#### Task description:
Please copy out each line of the listing that contains the word "Chris".

#### Materials provided:
-- Opening Marker --

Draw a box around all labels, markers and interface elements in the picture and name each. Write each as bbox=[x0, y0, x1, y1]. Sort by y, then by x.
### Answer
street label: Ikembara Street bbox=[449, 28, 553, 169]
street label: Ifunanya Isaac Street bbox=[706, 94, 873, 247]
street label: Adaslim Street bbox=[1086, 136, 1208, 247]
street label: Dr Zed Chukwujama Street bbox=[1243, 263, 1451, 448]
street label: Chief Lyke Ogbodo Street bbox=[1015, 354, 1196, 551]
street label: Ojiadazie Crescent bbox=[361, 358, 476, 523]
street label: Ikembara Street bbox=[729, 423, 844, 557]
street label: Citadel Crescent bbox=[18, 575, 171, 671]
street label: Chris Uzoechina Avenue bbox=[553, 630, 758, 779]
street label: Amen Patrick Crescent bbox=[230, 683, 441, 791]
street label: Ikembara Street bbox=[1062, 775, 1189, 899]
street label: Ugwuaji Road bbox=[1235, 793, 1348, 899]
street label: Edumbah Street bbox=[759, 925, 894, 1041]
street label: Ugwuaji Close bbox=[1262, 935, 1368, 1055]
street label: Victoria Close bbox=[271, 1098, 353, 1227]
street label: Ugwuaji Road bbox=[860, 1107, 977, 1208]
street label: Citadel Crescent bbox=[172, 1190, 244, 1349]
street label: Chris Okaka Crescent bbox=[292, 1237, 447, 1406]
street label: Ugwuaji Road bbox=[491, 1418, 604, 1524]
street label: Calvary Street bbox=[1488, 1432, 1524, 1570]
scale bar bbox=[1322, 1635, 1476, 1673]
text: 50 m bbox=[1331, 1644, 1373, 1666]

-- Closing Marker --

#### Output of the task:
street label: Chris Uzoechina Avenue bbox=[553, 630, 758, 779]
street label: Chris Okaka Crescent bbox=[292, 1237, 447, 1406]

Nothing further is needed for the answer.